General Remarks
Please take note of the general remarks below before using the immuno incubation protocol for Light Microscopy.
Recommended Incubation Solution:
PBS (10 mM phosphate buffered saline), pH 7.4
0.1-0.2% AURION BSA-c™
check the pH and adjust to 7.4 if necessary
This buffer system is recommended both for secondary antibody reagents as well as for protein A, protein G and streptavidin reagents. Buffers are preferably prepared fresh and can be used for periods up to two weeks.
Reagents
AURION Ultra Small Immunogold Reagents are the reagents of choice for the localization of extracellular and intracellular antigens in light microscopy.
The degree of penetration of immuno reagents into the cell interior depends on size of the reagents, specimen characteristics and (aldehyde)fixation. For the localization of intracellular antigens AURION Ultra Small Immuno gold Reagents occasionally require a permeabilization with e.g. Triton-X-100® in the first washing step immediately following fixation. In this way difficult to access intracellular antigens can be localized.
Marking set-up
Living cells are preferably incubated at 0-4°C or in the presence of 0.05-0.2% NaN3 in order to prevent internalization of reagents.
Monolayers on coverslips are easily incubated using 6-well culture plates (Falcon, Nunc etc.) The glass coverslips are placed in the well and covered with incubation media (approximately 100 µl). During washing the coverslips are covered with 2 ml of washing medium and left on a rocking table.
Cell suspensions are gently pelleted after each incubation step. The pellets are resuspended in the medium used in the next step and the centrifuge tube containing the suspension is left on a rocking table.
On occasion efficient background suppression is obtained by using 1-10% heat inactivated Human AB-serum as additive to the incubation buffer.
Permeabilization
Should a permeabilization step be necessary the following procedure may be employed:
Triton-X-100® is added in a final concentration of 0.1 – 0.5% to the washing buffer used immediately following fixation. This permeabilization step should last between 10 and 20 minutes while shaking gently.

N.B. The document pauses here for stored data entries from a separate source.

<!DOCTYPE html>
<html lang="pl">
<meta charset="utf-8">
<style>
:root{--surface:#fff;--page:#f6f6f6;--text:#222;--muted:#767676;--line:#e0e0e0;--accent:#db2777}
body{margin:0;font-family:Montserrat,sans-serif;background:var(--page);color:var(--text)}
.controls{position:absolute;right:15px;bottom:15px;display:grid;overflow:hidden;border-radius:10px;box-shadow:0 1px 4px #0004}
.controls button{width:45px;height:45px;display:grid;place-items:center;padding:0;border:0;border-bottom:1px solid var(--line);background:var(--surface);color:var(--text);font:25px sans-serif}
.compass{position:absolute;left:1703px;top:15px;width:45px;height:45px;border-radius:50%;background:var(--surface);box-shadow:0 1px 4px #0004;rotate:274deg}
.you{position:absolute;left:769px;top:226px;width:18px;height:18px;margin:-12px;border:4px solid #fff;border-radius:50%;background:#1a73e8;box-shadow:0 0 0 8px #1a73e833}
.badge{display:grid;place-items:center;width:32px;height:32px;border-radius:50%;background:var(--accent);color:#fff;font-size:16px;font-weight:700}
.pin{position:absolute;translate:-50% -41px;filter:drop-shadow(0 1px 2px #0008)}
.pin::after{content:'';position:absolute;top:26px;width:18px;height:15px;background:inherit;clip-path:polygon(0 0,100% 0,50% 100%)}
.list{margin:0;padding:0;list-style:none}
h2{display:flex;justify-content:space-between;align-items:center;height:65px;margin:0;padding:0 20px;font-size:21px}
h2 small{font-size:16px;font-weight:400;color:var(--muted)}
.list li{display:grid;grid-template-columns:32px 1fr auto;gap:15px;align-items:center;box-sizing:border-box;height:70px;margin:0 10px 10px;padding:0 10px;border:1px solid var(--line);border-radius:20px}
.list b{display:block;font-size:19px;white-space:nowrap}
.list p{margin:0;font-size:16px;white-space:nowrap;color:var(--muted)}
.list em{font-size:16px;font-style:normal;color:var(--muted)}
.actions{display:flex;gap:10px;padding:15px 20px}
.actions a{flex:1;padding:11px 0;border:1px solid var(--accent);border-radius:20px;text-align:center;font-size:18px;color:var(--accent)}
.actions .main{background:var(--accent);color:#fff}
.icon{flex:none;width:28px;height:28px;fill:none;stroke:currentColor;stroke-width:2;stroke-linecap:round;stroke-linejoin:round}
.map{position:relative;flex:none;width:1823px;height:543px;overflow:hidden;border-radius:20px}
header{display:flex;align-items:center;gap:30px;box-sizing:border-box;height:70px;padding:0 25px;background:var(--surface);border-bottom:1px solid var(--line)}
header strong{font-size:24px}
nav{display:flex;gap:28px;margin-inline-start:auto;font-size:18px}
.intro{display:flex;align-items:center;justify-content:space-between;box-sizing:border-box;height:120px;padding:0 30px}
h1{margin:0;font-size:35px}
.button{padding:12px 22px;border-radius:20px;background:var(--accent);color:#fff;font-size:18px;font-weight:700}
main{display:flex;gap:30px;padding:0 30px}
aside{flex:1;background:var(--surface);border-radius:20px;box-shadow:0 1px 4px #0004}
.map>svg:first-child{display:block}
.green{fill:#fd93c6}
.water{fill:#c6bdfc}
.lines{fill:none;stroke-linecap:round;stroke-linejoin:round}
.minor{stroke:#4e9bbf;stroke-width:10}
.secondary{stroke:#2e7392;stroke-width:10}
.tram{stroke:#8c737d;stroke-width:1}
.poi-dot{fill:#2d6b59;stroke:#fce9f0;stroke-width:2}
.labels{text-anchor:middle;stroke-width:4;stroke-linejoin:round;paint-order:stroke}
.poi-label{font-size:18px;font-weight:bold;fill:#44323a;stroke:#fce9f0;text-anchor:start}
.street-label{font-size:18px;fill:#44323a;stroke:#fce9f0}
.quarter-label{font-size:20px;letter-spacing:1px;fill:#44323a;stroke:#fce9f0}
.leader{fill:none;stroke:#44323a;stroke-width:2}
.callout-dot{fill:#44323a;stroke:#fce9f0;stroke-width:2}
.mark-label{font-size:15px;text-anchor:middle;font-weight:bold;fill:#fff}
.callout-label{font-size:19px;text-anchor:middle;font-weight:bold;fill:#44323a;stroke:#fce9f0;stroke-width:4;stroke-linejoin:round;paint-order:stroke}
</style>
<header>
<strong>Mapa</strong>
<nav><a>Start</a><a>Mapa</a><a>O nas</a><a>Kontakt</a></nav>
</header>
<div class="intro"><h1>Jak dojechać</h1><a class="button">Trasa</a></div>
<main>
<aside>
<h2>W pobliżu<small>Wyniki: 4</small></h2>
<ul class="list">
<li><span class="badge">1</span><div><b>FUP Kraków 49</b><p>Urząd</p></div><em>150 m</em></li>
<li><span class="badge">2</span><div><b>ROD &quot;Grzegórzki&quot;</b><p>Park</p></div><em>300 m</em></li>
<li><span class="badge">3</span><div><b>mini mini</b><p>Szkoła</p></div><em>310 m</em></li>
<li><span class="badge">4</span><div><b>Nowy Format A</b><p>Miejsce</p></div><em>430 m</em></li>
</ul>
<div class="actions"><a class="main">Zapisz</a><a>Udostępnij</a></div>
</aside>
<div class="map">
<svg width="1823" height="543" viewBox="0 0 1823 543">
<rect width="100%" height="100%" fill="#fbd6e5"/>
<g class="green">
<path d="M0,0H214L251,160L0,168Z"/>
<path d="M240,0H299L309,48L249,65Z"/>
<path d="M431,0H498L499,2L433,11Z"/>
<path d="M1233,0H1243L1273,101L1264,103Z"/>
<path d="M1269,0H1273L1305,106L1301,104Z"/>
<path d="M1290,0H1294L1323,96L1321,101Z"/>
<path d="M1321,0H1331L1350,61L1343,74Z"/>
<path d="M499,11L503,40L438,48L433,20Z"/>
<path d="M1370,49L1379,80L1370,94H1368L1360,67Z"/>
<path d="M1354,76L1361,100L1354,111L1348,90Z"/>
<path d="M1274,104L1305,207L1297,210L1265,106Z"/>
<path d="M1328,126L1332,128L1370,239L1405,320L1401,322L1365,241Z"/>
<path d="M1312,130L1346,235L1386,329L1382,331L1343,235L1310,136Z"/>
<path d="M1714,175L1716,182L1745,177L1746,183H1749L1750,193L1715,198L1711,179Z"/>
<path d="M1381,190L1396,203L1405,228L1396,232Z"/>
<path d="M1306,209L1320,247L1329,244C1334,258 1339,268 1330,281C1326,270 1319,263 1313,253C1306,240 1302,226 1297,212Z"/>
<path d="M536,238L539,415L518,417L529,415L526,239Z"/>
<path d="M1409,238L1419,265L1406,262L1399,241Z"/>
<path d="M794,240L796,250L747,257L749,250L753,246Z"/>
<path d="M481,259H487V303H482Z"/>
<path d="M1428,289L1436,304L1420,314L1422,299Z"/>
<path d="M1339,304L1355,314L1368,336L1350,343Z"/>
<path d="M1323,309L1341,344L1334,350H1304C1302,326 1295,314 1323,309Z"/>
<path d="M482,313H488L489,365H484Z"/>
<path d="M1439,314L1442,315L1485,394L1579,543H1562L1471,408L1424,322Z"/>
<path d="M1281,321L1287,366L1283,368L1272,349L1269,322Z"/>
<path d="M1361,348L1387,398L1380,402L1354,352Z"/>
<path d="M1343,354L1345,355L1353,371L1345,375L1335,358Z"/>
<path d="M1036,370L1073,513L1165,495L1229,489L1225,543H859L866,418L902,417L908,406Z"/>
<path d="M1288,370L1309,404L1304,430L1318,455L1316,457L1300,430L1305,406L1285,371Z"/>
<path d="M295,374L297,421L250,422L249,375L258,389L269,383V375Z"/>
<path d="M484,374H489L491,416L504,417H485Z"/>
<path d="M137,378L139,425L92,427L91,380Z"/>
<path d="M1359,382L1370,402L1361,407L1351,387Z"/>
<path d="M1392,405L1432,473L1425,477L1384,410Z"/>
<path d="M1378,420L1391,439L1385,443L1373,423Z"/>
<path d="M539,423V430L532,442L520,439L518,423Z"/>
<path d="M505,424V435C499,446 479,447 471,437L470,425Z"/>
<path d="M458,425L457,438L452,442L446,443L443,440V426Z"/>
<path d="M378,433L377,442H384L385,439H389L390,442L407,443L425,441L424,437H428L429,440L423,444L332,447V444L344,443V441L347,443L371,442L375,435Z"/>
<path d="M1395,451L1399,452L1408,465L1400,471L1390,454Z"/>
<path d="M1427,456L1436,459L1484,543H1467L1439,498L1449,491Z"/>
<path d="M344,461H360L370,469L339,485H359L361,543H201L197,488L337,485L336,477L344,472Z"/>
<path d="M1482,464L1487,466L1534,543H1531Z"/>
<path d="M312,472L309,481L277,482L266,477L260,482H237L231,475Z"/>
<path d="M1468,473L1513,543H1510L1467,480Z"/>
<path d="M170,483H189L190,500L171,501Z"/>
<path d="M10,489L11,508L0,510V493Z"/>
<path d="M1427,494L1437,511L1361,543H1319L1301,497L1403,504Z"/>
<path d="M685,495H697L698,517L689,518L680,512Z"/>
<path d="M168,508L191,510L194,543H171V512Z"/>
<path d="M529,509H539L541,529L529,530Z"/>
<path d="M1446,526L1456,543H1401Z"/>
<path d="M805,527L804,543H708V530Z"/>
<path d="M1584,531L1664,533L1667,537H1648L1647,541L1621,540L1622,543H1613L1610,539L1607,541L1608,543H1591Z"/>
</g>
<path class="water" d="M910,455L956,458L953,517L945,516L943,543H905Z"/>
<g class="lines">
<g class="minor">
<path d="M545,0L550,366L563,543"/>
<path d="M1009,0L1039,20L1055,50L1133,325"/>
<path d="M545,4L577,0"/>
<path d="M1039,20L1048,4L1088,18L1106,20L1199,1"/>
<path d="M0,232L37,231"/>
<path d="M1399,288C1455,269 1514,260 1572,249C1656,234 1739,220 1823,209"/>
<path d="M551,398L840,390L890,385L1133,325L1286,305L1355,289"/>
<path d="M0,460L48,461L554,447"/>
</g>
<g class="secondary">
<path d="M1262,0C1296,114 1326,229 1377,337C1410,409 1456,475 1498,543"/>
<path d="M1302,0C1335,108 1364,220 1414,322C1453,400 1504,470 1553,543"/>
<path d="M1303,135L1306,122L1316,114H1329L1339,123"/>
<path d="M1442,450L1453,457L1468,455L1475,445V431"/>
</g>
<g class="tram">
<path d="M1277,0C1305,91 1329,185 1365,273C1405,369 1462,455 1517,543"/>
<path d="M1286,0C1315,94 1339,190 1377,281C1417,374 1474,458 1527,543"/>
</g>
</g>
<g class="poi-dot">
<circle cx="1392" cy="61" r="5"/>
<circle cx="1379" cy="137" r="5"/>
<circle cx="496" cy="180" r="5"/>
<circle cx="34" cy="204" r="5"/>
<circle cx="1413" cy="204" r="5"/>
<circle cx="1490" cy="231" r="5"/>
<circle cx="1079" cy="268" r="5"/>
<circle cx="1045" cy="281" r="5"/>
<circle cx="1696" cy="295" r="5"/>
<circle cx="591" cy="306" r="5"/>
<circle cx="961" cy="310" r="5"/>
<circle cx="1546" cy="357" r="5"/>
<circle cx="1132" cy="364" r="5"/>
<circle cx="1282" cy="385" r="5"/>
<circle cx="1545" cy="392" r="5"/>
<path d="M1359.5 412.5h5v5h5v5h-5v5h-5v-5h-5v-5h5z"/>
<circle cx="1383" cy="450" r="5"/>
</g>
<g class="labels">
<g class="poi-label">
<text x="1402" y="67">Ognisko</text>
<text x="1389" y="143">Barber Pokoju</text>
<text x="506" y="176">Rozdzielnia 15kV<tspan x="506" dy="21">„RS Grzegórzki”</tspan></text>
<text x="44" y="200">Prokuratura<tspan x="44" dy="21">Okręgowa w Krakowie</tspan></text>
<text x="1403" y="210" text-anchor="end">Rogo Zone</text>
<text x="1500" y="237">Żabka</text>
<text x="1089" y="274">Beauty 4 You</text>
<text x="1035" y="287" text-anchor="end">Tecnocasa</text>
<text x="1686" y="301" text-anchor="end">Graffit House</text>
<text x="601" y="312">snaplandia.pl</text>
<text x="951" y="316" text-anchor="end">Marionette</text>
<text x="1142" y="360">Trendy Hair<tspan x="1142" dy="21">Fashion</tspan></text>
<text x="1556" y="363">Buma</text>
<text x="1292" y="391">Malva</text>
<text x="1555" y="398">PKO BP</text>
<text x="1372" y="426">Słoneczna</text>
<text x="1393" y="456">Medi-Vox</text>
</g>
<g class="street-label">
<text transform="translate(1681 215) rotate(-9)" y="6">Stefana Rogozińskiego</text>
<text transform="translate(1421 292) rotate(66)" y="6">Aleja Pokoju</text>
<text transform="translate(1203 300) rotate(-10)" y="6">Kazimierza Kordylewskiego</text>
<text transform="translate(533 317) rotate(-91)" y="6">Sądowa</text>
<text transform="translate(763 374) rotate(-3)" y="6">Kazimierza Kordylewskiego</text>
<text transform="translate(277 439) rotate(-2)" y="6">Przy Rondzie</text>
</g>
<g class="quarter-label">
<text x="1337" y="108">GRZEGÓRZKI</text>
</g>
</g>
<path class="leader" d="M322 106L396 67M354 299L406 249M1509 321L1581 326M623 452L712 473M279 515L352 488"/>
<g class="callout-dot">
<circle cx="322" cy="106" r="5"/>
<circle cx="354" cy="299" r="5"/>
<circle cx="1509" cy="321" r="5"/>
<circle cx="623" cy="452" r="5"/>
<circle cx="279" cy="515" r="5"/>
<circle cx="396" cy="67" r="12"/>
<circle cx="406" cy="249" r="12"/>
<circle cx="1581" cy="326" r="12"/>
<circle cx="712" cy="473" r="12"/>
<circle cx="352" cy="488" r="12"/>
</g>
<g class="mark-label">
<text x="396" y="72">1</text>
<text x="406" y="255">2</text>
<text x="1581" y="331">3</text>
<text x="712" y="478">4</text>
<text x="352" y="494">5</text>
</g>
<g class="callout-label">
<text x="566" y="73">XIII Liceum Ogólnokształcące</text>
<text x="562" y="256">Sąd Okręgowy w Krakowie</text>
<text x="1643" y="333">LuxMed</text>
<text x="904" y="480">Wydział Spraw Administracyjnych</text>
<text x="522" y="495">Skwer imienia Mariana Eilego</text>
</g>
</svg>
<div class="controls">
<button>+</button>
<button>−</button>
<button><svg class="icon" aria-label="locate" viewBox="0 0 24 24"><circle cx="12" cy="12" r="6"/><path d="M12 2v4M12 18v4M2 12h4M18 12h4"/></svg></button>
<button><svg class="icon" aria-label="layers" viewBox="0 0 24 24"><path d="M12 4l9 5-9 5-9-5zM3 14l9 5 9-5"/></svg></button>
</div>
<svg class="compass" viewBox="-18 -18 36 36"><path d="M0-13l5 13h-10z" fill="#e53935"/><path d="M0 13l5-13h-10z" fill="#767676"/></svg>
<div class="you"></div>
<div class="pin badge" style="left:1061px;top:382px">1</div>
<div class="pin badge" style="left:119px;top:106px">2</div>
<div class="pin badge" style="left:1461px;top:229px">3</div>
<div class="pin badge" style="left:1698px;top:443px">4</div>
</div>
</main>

NOTE: The use of more or less apolar fixatives (e.g. based on methanol, acetone, ethanol) already infers a limited degree of permeabilization to specimens as part of the lipid is removed.
Procedures for marking
Procedures can e.g. be found in the CRC Press-edition “Immunogold Labeling in Cell Biology”, A.J. Verkley & J.L.M. Leunissen eds., (1989), Boca Raton, Florida. In addition the issues of the Academic Press edition “Colloidal Gold”, M.A. Hayat ed., (1989), San Diego, California are highly recommended.